Task: Keyword search on "bubble": report each line of the records that contains it.

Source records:

-------------------------

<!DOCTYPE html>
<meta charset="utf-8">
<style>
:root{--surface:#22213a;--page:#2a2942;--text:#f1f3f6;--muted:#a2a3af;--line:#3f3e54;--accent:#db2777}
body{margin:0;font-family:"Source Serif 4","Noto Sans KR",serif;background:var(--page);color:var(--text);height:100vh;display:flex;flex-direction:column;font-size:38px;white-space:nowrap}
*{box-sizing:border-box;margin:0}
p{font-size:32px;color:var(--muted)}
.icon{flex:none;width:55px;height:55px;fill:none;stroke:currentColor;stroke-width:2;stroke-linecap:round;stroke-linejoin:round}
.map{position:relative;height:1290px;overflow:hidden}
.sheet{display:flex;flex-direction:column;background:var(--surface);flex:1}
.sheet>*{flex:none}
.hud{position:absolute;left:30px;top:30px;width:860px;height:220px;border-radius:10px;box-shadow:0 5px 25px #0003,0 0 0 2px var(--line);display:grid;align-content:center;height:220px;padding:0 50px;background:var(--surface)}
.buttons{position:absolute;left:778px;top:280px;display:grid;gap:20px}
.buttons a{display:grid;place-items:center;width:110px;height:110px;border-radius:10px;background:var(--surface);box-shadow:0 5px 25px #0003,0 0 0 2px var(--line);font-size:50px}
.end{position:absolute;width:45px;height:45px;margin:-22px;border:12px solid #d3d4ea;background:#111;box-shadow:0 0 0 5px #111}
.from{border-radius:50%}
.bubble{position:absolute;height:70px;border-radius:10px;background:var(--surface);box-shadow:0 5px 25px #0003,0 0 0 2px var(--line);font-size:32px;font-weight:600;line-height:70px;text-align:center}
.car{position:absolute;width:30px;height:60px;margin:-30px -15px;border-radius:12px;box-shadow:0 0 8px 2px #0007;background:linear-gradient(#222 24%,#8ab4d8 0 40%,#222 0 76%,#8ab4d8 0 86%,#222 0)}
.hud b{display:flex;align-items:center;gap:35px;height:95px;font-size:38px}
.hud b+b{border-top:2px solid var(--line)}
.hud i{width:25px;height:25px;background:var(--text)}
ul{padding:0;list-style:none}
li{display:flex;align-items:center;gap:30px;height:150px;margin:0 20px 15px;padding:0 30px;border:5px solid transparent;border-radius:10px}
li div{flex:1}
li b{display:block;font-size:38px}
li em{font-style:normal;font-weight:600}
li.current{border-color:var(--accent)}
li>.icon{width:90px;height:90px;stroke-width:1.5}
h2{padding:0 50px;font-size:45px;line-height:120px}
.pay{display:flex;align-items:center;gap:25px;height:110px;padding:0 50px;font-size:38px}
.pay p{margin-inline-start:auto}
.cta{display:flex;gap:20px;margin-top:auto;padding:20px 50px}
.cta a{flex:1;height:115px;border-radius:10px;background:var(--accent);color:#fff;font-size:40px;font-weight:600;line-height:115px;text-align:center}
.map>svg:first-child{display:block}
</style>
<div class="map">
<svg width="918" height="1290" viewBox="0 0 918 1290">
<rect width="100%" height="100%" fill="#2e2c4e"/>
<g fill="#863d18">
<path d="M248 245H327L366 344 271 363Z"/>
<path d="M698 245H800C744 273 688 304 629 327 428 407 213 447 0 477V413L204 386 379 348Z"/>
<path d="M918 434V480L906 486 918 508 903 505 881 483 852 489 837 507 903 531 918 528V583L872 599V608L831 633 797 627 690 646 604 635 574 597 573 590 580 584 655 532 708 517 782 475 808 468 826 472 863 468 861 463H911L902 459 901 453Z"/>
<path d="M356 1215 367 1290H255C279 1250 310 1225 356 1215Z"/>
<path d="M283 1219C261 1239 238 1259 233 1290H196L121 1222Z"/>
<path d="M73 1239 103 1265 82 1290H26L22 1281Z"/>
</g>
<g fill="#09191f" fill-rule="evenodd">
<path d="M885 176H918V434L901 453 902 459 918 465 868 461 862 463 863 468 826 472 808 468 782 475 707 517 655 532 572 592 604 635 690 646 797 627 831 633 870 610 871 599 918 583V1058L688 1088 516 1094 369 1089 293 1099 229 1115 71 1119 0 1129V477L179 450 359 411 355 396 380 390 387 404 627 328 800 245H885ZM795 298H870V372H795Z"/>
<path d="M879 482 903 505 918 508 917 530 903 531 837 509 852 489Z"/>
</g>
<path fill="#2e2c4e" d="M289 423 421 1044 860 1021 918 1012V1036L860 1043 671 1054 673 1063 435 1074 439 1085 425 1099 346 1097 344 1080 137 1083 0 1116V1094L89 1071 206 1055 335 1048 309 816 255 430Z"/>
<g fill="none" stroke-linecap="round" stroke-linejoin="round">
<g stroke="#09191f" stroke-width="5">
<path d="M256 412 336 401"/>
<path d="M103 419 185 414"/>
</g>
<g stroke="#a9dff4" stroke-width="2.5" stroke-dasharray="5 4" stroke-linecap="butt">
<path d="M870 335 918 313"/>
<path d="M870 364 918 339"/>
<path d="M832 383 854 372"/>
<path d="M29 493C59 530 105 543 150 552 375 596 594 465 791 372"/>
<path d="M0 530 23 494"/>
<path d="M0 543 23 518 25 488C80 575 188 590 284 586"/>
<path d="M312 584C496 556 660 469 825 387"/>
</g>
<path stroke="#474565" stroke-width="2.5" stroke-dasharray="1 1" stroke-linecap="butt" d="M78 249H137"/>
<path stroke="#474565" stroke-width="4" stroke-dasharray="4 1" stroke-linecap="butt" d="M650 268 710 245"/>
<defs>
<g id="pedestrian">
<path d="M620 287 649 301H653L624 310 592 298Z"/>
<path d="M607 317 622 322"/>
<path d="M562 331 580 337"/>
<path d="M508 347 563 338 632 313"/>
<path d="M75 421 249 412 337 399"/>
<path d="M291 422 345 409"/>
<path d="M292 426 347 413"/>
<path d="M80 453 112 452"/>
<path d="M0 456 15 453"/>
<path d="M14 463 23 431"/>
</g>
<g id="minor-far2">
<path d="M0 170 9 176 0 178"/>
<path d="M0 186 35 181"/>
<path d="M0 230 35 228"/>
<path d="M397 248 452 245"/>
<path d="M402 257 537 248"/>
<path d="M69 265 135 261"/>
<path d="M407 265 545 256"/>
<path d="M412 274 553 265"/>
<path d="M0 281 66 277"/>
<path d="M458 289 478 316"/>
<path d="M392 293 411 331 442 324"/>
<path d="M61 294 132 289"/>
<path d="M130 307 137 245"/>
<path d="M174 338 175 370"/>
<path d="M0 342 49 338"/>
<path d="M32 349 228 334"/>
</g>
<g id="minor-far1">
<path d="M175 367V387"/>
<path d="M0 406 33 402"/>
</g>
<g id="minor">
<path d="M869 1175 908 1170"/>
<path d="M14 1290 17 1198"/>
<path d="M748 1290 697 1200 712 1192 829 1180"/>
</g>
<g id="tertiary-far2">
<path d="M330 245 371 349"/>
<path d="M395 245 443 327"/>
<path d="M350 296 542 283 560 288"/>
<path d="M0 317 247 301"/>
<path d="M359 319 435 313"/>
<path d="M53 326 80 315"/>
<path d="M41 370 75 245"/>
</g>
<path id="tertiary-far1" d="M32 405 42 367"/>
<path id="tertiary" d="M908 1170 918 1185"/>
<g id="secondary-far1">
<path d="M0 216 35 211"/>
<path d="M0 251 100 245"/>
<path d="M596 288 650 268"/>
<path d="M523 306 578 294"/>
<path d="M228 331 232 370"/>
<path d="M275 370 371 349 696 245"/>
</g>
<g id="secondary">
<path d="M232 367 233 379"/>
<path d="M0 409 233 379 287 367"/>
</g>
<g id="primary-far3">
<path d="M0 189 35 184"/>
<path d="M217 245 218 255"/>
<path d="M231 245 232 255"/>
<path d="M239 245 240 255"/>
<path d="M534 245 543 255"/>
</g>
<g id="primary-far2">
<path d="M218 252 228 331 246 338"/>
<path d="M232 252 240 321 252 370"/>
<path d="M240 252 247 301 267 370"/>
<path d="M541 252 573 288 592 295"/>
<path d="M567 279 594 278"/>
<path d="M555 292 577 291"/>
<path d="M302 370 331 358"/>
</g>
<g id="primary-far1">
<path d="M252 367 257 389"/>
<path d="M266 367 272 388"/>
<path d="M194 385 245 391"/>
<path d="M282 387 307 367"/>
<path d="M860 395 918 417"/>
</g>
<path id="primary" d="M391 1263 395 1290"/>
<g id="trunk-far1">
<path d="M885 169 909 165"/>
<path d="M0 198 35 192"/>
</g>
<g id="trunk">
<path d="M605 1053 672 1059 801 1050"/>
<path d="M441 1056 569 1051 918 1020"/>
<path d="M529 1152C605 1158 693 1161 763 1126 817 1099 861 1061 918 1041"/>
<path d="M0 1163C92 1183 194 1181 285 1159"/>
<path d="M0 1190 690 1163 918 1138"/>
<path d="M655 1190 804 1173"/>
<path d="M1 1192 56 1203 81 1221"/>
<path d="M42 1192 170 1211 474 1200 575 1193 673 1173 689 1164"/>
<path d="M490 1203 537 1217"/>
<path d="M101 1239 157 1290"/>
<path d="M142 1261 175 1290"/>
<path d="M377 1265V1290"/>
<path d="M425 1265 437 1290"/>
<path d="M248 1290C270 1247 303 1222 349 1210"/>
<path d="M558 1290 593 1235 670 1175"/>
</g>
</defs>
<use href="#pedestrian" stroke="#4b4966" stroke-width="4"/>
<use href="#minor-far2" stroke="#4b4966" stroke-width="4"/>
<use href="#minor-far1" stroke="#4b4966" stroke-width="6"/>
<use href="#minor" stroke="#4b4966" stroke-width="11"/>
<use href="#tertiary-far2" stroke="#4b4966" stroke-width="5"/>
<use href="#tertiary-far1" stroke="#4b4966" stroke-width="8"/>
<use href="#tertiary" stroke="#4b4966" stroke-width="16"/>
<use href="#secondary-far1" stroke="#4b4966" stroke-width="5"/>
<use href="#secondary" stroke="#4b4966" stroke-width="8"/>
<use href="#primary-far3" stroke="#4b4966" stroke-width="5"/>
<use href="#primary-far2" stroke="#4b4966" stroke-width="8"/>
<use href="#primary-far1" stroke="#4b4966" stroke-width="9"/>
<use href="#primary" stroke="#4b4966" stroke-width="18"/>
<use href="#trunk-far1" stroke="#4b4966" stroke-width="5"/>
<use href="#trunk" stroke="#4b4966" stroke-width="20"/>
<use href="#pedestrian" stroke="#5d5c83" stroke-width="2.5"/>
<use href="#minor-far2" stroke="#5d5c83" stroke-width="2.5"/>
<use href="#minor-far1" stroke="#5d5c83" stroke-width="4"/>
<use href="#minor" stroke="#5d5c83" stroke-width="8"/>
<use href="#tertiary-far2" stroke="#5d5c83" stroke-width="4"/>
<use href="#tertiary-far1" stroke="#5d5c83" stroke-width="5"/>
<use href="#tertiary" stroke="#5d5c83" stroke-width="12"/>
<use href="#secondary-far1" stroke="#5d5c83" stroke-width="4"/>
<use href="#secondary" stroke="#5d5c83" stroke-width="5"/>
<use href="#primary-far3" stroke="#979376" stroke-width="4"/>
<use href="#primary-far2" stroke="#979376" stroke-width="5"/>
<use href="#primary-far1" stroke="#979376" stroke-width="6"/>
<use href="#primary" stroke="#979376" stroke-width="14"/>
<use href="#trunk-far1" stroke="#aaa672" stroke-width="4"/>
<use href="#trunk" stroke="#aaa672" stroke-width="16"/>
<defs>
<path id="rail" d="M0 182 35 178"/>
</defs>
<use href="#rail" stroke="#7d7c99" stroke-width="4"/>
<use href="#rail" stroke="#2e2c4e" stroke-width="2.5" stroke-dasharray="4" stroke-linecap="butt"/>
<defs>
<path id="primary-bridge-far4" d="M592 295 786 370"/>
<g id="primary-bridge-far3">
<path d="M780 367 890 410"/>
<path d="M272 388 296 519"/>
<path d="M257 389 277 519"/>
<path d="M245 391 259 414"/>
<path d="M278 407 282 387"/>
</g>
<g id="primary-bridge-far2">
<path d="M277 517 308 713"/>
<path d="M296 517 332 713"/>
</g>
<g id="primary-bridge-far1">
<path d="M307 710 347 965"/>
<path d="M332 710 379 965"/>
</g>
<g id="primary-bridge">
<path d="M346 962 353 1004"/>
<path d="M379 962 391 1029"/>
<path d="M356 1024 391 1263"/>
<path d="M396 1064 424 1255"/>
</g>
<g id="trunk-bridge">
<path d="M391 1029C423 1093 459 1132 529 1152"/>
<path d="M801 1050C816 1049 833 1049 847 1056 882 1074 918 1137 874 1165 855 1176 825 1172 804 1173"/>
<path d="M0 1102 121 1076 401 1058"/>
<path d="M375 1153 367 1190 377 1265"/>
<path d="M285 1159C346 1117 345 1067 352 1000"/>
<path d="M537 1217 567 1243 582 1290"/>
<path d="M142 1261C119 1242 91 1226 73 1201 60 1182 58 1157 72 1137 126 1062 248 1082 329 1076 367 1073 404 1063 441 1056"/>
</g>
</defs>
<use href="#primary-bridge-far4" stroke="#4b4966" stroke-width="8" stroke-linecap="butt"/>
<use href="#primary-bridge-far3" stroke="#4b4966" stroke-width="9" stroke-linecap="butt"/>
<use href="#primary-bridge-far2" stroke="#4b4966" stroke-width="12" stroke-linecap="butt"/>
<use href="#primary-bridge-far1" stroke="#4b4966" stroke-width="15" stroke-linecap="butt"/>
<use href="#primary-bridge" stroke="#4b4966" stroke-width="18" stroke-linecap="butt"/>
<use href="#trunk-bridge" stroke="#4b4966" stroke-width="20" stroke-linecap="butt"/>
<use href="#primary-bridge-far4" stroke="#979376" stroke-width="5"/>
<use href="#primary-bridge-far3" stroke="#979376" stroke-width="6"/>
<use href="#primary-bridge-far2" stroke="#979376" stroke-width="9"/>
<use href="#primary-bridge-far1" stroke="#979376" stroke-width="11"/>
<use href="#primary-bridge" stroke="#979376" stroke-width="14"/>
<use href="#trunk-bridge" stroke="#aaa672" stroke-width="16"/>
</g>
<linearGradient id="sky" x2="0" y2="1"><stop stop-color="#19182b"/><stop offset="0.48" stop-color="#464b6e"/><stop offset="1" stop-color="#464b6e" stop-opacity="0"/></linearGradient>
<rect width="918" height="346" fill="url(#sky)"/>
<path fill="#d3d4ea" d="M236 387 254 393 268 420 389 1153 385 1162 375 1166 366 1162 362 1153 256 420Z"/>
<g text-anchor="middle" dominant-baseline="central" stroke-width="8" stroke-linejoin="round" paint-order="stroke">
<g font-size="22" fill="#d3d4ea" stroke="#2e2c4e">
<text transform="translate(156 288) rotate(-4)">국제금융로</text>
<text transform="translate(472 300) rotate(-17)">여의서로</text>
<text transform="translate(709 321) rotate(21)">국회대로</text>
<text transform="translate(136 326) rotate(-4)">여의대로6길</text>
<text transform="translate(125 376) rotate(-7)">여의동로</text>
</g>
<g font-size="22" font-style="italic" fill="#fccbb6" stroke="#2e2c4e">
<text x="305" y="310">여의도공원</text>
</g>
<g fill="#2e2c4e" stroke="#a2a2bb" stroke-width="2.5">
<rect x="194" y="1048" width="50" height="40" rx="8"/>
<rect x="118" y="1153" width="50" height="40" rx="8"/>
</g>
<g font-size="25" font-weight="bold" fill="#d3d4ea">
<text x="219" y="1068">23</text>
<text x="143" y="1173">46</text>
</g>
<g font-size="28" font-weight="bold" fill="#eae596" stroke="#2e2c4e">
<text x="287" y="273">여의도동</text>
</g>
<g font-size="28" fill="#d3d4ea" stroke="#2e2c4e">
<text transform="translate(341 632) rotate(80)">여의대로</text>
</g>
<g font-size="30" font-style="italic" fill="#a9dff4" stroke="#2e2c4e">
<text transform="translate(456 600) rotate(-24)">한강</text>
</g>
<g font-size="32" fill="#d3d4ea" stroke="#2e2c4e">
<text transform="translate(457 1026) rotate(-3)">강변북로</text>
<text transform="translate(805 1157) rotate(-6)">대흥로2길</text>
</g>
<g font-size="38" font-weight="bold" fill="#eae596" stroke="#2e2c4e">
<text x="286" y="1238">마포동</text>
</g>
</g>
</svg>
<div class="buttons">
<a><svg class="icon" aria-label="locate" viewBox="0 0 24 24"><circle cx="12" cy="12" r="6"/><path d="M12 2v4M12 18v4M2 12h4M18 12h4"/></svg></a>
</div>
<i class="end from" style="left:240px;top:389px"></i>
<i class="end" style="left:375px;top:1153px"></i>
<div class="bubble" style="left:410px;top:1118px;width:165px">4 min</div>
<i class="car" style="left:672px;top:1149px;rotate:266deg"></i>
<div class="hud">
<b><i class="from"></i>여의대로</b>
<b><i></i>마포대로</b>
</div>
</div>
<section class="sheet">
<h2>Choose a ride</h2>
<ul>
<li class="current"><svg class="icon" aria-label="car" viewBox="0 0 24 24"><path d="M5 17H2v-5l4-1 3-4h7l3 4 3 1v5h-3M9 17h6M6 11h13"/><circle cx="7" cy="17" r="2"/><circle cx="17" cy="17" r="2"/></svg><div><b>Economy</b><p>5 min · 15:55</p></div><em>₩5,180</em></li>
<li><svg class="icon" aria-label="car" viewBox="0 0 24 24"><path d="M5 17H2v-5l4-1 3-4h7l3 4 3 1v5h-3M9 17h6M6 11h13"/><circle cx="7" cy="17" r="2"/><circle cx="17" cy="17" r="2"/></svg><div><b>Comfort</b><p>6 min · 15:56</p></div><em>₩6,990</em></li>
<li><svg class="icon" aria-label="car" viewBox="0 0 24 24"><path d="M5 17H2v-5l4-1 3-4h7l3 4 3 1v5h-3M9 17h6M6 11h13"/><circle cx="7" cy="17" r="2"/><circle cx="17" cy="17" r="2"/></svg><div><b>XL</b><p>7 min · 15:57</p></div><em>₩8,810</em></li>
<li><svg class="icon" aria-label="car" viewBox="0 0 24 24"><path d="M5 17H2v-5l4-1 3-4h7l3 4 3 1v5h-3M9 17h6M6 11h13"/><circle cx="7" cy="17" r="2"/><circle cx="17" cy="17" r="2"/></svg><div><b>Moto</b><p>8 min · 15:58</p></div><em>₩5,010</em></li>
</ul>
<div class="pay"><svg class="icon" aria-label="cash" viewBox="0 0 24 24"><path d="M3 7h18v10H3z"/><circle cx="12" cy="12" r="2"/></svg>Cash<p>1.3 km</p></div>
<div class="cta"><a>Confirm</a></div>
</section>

-------------------------

Reply:
.bubble{position:absolute;height:70px;border-radius:10px;background:var(--surface);box-shadow:0 5px 25px #0003,0 0 0 2px var(--line);font-size:32px;font-weight:600;line-height:70px;text-align:center}
<div class="bubble" style="left:410px;top:1118px;width:165px">4 min</div>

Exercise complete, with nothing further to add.